La utopía siempre deja a alguien por fuera
EN OCASIONES SE LE ENTIERRAN agujas a un muñeco. En otras, se le reza a una estampita o se frota la efigie de un dios o la reliquia de un santo. A veces se invocan conjuros o maldiciones, o se desea algo con tanta fuerza que empiezan a verse indicios de su pronta materialización en la realidad. Creemos en la magia, todos y en todos lados. Esa fantasía, la de poder alterar la realidad con un gesto o una oración, es un rasgo humano. Imaginamos, deseamos, fantaseamos y luego inventamos atajos milagrosos que zanjen la distancia entre la realidad y la utopía. Lo extraño, o lo que diferencia a los latinoamericanos de gentes de otros lugares, es que aquella inclinación también se manifiesta cuando redactamos las Constituciones que rigen nuestra vida pública.
Al menos desde 1891 José Martí advertía sobre ese riesgo. “Un decreto de Hamilton no detiene a un llanero”, decía, una frase que ha dado para miles de interpretaciones nacionalistas y antiextranjeras. A mi modo de ver, sin embargo, lo que Martí quería decir era esto mismo: no por poner cosas bonitas en una Constitución van a cambiar mágicamente los hábitos de la gente ni se va a transformar la realidad. De poco sirve un conjuro más sobre el papel. Para que eso ocurra es necesario crear instituciones que materialicen el deseo, que lo aterricen a la realidad y lo incorporen en los hábitos mentales y en las acciones de los ciudadanos; también, por supuesto, de estructuras jurídicas que los garanticen. Pensar que basta con enumerar derechos para que estos aparezcan en la realidad supone caer en lo que Pablo de Lora, profesor de filosofía del derecho español, no por azar denomina “constitucionalismo mágico”.
Esa costumbre de aprovechar una crisis social para refundar las naciones con nuevos textos constitucionales no garantiza que la realidad cambie y mucho menos para bien.
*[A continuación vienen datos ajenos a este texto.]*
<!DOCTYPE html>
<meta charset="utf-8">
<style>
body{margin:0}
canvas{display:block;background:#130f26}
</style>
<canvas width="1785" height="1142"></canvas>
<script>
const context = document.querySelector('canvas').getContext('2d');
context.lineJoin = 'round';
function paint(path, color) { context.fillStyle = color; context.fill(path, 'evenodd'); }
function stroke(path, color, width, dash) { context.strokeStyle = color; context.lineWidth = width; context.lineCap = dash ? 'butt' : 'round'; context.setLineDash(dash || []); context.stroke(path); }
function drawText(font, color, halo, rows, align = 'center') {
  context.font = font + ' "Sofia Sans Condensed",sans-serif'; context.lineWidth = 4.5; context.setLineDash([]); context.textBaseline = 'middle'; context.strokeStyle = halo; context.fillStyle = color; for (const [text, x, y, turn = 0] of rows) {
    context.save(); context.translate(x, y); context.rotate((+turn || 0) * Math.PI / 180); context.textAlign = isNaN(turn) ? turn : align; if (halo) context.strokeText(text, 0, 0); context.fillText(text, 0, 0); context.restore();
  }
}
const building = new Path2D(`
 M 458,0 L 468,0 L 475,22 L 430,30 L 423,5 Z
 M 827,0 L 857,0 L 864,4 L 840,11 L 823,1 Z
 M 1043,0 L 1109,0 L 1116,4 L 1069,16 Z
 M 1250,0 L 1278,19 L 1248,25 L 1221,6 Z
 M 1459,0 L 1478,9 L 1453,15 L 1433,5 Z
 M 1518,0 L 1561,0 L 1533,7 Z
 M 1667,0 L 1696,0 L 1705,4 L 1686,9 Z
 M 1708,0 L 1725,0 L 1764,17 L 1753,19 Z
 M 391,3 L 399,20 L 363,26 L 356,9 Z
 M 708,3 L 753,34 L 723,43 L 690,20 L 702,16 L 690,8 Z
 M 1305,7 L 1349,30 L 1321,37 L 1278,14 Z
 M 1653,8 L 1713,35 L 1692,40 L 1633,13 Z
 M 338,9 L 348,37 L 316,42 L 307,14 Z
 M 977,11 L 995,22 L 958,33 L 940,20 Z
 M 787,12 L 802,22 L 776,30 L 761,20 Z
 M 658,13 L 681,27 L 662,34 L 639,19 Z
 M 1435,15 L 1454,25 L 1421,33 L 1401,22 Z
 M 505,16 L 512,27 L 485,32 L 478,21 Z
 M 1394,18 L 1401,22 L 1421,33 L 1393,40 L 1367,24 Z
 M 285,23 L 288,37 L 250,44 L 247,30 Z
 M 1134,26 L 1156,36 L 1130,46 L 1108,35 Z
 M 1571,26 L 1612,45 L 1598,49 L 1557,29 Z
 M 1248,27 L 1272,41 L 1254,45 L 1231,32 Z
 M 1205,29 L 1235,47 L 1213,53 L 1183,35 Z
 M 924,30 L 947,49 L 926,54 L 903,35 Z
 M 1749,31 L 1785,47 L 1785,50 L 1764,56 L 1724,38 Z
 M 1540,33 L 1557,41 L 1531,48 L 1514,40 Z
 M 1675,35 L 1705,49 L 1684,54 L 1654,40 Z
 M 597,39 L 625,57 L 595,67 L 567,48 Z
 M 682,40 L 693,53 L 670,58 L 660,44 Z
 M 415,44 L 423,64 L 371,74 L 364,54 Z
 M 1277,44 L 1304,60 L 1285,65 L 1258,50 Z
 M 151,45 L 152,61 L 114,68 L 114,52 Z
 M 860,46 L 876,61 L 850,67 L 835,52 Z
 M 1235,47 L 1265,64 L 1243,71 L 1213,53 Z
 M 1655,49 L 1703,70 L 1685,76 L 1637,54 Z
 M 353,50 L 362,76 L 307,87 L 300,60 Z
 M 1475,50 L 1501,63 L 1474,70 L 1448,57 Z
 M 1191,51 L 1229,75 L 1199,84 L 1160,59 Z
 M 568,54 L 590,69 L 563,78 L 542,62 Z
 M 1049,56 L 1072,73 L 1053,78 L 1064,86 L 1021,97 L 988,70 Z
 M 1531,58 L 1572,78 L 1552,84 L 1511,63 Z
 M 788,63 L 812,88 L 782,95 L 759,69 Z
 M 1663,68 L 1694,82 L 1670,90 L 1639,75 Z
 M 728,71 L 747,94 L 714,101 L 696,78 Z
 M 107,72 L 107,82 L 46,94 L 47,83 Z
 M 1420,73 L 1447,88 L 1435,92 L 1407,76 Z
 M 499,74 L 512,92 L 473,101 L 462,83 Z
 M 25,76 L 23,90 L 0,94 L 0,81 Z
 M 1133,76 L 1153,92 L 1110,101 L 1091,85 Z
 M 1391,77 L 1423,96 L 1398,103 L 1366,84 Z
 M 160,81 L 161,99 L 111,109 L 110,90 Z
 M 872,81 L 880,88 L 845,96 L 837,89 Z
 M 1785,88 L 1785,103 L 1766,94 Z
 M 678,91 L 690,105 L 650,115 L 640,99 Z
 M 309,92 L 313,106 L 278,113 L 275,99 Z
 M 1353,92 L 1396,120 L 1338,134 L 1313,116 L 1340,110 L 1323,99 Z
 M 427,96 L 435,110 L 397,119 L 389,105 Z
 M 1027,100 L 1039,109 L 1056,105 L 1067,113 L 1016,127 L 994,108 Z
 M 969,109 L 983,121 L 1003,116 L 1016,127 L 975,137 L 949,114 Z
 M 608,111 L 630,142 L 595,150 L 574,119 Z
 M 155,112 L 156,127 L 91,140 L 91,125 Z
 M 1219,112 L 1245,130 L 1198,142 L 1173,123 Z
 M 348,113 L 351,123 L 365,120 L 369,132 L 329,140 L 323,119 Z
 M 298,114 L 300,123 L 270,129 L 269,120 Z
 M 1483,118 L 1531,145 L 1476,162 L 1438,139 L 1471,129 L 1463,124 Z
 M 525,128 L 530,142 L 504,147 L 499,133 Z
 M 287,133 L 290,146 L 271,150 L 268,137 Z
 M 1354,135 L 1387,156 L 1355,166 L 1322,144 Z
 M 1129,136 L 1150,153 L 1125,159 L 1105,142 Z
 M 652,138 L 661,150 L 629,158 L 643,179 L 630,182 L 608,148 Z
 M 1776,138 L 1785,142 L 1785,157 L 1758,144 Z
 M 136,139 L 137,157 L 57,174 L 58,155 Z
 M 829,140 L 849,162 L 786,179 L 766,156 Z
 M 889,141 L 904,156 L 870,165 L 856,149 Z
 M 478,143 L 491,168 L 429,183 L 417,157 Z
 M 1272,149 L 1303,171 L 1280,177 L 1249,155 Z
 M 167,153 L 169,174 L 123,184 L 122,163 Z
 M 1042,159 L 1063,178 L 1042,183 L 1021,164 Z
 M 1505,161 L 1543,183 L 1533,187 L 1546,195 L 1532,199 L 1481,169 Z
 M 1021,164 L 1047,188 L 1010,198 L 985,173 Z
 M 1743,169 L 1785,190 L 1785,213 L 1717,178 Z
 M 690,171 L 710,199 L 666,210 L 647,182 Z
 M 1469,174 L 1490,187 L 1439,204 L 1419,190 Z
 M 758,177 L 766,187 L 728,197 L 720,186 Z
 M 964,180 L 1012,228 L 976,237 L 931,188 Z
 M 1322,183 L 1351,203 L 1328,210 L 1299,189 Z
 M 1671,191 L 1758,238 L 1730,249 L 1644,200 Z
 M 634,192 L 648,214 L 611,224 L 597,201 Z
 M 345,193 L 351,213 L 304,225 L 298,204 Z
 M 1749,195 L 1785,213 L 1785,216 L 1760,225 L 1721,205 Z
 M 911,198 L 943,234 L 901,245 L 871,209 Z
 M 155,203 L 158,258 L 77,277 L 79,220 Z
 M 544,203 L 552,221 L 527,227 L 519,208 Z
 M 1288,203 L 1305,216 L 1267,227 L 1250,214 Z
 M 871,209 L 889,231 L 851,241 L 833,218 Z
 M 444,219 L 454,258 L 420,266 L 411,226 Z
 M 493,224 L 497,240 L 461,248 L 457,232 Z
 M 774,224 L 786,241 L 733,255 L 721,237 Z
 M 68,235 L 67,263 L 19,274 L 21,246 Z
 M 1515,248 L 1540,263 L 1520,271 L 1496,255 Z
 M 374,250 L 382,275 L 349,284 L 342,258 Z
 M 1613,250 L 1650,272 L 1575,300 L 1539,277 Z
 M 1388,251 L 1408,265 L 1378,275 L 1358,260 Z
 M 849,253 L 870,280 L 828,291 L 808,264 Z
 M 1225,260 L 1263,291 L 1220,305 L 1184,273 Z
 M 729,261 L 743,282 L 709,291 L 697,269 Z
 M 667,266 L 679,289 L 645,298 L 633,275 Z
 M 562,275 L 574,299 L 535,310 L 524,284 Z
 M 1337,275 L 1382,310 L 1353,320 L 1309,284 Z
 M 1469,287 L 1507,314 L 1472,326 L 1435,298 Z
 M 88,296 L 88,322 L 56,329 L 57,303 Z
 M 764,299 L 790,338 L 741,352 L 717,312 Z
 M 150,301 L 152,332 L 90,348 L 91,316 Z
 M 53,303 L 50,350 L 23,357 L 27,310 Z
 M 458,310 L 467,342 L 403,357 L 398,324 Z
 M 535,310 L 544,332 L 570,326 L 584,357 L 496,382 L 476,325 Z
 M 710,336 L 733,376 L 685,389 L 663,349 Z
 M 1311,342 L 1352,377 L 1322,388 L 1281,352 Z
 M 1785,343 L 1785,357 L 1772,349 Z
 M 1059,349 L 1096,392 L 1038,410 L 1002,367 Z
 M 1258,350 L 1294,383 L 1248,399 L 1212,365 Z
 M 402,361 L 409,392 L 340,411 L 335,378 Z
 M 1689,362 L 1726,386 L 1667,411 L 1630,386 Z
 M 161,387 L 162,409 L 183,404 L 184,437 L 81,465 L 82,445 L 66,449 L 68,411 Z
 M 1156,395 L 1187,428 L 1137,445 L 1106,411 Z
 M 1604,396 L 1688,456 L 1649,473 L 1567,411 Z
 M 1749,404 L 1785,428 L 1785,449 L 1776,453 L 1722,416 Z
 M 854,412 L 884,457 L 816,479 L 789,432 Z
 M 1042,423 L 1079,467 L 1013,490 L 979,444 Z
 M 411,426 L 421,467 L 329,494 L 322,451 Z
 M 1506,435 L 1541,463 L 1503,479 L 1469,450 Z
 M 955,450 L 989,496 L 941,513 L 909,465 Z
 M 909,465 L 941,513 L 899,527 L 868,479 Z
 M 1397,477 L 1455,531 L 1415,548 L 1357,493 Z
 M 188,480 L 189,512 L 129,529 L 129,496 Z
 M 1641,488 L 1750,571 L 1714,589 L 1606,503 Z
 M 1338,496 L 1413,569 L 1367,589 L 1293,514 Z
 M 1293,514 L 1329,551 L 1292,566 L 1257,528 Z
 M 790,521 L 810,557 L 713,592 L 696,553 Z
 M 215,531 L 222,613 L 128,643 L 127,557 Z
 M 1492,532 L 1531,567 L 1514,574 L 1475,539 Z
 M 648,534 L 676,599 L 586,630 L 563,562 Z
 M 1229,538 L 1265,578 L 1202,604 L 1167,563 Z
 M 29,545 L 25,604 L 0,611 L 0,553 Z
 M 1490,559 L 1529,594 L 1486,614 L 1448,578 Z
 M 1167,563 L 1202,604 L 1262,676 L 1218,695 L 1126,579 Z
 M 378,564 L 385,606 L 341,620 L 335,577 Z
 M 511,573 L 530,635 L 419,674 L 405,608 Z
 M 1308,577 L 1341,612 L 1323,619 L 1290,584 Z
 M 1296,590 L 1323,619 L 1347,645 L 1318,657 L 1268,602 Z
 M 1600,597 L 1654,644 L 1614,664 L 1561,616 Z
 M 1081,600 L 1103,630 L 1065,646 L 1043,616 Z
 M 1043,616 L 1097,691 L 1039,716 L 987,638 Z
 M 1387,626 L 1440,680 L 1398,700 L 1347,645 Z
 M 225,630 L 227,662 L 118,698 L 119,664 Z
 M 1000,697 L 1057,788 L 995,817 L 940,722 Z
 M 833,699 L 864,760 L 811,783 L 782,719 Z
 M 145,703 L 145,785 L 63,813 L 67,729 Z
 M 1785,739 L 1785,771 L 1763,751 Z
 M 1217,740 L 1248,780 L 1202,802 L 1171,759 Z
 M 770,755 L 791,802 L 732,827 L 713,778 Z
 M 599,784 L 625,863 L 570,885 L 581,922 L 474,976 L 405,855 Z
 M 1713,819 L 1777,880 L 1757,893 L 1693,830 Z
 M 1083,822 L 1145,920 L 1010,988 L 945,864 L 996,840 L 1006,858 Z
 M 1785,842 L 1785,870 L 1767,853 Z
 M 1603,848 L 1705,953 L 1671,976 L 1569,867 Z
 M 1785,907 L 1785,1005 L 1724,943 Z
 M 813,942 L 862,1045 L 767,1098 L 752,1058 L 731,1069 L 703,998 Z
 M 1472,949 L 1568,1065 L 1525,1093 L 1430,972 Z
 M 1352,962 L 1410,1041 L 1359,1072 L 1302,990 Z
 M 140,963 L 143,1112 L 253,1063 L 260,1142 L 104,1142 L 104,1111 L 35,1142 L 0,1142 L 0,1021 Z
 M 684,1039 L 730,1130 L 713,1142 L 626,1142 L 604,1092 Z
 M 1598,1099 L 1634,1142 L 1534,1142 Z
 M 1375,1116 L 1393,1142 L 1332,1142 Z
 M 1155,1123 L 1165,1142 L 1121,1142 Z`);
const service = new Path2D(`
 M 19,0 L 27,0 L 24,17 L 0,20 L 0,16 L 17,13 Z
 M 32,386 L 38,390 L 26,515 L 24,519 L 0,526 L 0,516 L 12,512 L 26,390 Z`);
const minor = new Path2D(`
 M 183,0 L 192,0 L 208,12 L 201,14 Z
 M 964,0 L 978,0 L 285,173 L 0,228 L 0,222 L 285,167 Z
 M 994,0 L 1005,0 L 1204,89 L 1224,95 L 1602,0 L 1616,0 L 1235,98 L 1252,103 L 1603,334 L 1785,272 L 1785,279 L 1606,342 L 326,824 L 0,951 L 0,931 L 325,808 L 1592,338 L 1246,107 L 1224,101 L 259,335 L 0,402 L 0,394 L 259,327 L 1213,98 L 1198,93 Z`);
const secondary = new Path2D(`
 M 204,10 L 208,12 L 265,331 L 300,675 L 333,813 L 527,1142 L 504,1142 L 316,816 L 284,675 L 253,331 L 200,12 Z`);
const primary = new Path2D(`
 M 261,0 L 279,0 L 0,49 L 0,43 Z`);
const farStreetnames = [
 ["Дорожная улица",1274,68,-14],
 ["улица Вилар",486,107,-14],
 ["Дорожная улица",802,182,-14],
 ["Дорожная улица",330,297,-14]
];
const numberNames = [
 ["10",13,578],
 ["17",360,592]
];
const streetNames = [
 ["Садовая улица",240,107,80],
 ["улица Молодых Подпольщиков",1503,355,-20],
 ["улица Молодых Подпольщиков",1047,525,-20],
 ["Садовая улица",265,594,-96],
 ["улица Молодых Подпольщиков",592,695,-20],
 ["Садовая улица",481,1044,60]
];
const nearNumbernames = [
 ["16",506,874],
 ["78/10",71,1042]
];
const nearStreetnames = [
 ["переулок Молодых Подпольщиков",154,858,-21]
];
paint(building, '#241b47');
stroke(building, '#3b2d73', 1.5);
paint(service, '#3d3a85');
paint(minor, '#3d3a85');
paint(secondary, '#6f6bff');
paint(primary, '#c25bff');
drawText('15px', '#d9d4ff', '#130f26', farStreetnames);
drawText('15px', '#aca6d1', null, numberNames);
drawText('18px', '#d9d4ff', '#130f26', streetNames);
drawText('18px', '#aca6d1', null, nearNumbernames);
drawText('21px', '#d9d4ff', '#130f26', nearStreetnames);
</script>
Prueba de ello es que Haití ha aprobado 22 Constituciones a lo largo de su vida republicana sin que la pócima haya obrado el milagro. Chile, el país que en estos momentos delibera entre aprobar o rechazar un nuevo texto, también ha caído en la misma tentación. No sólo ha llenado con 110 artículos el capítulo de “Derechos fundamentales y garantías”, sino que ha generado todo menos consenso.
Las encuestas lo reflejan. Salga o no adelante, este esfuerzo refundacional se ha descarrilado. Los constituyentes, arrastrados por el adanismo y el sectarismo, eliminaron el Senado, transformaron el Poder Judicial en un “Sistema Nacional de Justicia”, dieron autonomía jurídica a las “naciones originarias” e hicieron mutar una república unitaria en un Estado plurinacional, riesgosa decisión que invita a la fragmentación de la ciudadanía y del territorio. Nada de esto respondía a la desafección ciudadana ni enmendaba los vicios de la Constitución pinochetista. Recuerda, más bien, al intento alocado de Allende de convertir a Chile al socialismo con un 36,63 % de apoyo popular.
Ante el posible fracaso, el Gobierno ya habla de un plan B: empezar de cero. Ojalá lo hagan. Aun así, esta historia vuelve a revelar la dificultad latinoamericana para entender que un proyecto nacional no debe ser revanchista ni ideológico, sino una casa común donde quepamos todos. No lo vemos, nos empeñamos. La utopía siempre deja a alguien por fuera.